# Assignment
In the material below, identify each line bearing the word "margin". Reproduce those lines.
Records supplied: Begin
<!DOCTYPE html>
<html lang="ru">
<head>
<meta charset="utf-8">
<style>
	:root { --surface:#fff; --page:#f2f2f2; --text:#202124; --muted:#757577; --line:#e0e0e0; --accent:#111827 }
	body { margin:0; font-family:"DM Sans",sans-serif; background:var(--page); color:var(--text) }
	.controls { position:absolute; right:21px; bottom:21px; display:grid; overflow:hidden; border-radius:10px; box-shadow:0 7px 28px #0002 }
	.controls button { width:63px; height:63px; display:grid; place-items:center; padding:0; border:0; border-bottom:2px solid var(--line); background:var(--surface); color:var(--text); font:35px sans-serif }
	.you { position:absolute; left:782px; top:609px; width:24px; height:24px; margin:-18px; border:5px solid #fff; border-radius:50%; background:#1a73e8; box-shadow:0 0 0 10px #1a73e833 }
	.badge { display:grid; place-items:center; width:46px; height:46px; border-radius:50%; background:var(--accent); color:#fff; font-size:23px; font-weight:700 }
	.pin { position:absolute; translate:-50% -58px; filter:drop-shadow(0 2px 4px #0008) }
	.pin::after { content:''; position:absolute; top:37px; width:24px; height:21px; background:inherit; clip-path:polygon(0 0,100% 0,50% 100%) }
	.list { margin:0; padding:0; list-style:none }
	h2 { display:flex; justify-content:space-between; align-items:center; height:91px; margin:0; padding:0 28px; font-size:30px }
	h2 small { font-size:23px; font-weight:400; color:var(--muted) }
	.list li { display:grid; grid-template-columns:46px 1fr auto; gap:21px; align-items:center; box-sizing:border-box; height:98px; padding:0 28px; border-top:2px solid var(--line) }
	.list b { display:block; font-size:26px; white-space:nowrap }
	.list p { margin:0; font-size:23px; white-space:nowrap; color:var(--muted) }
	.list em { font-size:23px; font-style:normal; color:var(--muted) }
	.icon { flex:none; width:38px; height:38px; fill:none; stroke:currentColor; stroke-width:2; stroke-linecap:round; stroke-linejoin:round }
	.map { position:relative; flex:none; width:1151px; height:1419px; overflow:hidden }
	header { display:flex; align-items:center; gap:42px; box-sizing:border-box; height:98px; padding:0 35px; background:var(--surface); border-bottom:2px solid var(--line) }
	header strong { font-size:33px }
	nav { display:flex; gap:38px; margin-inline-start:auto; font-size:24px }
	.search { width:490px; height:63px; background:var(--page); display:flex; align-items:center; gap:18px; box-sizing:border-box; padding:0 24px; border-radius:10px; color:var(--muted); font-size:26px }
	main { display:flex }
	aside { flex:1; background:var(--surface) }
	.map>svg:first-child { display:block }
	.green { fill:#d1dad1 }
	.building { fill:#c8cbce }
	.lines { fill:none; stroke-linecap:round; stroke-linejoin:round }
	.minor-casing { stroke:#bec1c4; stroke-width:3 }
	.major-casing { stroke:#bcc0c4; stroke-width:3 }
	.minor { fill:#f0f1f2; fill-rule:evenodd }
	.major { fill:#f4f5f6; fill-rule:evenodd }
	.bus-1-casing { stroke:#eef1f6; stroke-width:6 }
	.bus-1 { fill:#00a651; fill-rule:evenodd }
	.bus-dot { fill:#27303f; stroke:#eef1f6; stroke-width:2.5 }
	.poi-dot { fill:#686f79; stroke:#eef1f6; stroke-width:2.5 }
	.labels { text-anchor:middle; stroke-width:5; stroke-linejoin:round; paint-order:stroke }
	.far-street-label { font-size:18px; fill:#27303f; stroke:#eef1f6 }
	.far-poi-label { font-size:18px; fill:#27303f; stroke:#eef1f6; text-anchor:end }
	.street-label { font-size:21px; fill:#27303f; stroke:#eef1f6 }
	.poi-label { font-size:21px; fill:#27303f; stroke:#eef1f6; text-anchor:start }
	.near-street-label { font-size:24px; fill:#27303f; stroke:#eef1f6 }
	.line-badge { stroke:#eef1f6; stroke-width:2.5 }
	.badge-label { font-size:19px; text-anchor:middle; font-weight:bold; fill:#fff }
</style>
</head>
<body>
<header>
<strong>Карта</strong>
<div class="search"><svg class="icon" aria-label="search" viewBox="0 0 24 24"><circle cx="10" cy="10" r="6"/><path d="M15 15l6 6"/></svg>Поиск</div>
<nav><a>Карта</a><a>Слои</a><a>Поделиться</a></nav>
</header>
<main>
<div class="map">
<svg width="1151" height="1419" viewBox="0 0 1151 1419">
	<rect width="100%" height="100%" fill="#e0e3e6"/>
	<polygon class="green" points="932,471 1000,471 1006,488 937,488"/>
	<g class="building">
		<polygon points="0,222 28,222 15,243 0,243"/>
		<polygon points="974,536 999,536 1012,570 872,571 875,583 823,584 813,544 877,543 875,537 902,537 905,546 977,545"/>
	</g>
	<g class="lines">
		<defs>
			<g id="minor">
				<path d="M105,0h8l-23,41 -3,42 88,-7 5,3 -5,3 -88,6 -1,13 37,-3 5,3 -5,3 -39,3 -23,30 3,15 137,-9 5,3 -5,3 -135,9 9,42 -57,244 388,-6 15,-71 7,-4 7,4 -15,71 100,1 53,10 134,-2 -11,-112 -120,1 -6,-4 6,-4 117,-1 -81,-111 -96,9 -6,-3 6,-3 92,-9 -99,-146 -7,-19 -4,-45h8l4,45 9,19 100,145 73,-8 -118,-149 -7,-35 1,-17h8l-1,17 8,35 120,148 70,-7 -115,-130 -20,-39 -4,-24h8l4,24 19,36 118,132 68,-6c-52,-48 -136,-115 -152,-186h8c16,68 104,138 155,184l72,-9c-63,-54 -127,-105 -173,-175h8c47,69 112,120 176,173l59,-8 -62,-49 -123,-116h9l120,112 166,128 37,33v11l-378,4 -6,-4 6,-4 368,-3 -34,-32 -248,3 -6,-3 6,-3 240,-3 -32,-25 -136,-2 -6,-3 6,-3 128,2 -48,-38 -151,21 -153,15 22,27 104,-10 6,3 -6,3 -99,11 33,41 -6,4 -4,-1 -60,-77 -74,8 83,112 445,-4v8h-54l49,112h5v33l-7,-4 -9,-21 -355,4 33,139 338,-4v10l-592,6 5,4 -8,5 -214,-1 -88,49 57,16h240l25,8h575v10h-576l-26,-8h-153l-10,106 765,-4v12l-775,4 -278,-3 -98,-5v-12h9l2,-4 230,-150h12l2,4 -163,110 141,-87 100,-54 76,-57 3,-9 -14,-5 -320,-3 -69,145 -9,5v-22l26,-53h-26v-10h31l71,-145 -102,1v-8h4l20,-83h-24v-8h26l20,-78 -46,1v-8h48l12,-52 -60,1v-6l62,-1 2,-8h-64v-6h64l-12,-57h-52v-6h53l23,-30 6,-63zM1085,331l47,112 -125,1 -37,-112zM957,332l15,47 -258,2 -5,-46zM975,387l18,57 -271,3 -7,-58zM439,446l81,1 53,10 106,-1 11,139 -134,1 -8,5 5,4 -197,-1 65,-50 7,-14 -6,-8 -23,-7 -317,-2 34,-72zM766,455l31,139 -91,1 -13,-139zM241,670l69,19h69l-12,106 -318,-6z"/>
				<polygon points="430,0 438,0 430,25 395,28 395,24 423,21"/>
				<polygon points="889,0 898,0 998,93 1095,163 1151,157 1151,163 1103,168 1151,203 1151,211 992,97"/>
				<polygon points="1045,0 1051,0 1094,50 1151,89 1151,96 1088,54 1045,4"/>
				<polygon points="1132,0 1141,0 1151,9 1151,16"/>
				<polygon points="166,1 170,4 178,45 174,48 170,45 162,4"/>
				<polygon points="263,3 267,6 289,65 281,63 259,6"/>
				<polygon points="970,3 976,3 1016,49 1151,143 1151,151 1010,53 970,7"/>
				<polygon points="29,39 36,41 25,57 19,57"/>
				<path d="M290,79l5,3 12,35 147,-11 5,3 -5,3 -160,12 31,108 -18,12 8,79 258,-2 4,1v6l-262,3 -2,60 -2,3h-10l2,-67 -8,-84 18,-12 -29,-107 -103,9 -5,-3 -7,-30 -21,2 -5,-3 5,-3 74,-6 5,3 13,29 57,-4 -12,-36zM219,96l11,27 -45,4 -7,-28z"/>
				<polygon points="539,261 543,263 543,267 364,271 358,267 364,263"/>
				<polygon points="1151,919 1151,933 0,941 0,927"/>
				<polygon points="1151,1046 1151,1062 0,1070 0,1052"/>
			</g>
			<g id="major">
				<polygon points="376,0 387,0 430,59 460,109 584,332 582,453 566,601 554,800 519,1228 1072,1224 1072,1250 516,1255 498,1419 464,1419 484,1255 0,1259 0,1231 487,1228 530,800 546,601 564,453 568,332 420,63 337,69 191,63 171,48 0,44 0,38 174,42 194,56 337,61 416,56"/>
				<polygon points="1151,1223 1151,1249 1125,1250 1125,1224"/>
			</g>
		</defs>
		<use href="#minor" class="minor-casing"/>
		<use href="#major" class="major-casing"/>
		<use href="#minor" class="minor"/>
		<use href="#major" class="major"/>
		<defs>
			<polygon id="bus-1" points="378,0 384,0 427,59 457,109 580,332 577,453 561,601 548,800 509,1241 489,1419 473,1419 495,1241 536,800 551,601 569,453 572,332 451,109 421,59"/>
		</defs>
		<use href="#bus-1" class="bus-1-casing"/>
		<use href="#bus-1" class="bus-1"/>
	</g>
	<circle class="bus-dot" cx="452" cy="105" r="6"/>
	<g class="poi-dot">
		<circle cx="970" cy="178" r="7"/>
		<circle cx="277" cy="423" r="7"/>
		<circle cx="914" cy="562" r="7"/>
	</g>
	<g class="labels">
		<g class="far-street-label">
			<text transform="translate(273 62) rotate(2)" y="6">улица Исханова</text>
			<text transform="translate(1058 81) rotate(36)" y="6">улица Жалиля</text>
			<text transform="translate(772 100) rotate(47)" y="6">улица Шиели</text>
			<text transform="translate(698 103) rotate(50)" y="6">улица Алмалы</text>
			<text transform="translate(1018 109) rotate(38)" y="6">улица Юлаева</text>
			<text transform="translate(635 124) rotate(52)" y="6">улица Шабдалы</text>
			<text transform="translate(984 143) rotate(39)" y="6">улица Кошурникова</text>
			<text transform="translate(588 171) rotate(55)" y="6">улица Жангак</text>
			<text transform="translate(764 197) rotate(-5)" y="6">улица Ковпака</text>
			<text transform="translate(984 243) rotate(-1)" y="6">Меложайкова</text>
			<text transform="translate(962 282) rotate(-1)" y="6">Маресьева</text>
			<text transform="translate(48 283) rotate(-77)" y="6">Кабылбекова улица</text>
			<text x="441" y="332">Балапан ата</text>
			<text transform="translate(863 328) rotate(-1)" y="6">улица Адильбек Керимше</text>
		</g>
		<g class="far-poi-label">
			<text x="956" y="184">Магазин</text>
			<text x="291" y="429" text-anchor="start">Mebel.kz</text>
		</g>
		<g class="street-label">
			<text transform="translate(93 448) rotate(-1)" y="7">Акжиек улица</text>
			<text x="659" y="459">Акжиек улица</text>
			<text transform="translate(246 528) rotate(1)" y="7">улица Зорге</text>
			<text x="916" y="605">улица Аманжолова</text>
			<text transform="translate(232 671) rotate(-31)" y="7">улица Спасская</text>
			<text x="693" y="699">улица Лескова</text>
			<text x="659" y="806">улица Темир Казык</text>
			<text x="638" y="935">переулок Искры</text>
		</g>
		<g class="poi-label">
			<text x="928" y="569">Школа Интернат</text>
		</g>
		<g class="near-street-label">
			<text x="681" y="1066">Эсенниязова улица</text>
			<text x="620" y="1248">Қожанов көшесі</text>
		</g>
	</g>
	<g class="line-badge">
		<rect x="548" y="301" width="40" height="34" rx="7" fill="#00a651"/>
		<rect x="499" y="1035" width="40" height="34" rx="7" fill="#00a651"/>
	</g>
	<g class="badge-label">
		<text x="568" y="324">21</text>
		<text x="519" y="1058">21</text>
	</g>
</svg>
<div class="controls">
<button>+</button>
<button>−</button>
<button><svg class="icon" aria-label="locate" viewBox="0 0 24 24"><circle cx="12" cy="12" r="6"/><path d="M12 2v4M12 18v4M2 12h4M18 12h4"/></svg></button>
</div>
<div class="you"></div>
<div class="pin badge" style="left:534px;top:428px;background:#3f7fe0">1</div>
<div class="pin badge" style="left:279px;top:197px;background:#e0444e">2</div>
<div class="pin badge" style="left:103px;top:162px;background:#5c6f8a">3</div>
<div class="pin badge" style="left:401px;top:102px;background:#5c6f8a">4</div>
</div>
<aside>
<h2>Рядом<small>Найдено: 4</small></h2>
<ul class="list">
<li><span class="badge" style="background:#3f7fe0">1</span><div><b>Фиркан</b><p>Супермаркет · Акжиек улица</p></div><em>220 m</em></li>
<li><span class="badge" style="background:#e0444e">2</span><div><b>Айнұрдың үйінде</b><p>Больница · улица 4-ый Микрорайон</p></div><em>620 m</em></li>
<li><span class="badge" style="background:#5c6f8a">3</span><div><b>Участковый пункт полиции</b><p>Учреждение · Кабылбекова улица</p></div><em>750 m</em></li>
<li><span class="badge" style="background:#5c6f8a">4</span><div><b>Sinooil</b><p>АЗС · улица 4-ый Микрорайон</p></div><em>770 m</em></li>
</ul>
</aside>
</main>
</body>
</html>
Records supplied: End
# Written response
	body { margin:0; font-family:"DM Sans",sans-serif; background:var(--page); color:var(--text) }
	.you { position:absolute; left:782px; top:609px; width:24px; height:24px; margin:-18px; border:5px solid #fff; border-radius:50%; background:#1a73e8; box-shadow:0 0 0 10px #1a73e833 }
	.list { margin:0; padding:0; list-style:none }
	h2 { display:flex; justify-content:space-between; align-items:center; height:91px; margin:0; padding:0 28px; font-size:30px }
	.list p { margin:0; font-size:23px; white-space:nowrap; color:var(--muted) }
	nav { display:flex; gap:38px; margin-inline-start:auto; font-size:24px }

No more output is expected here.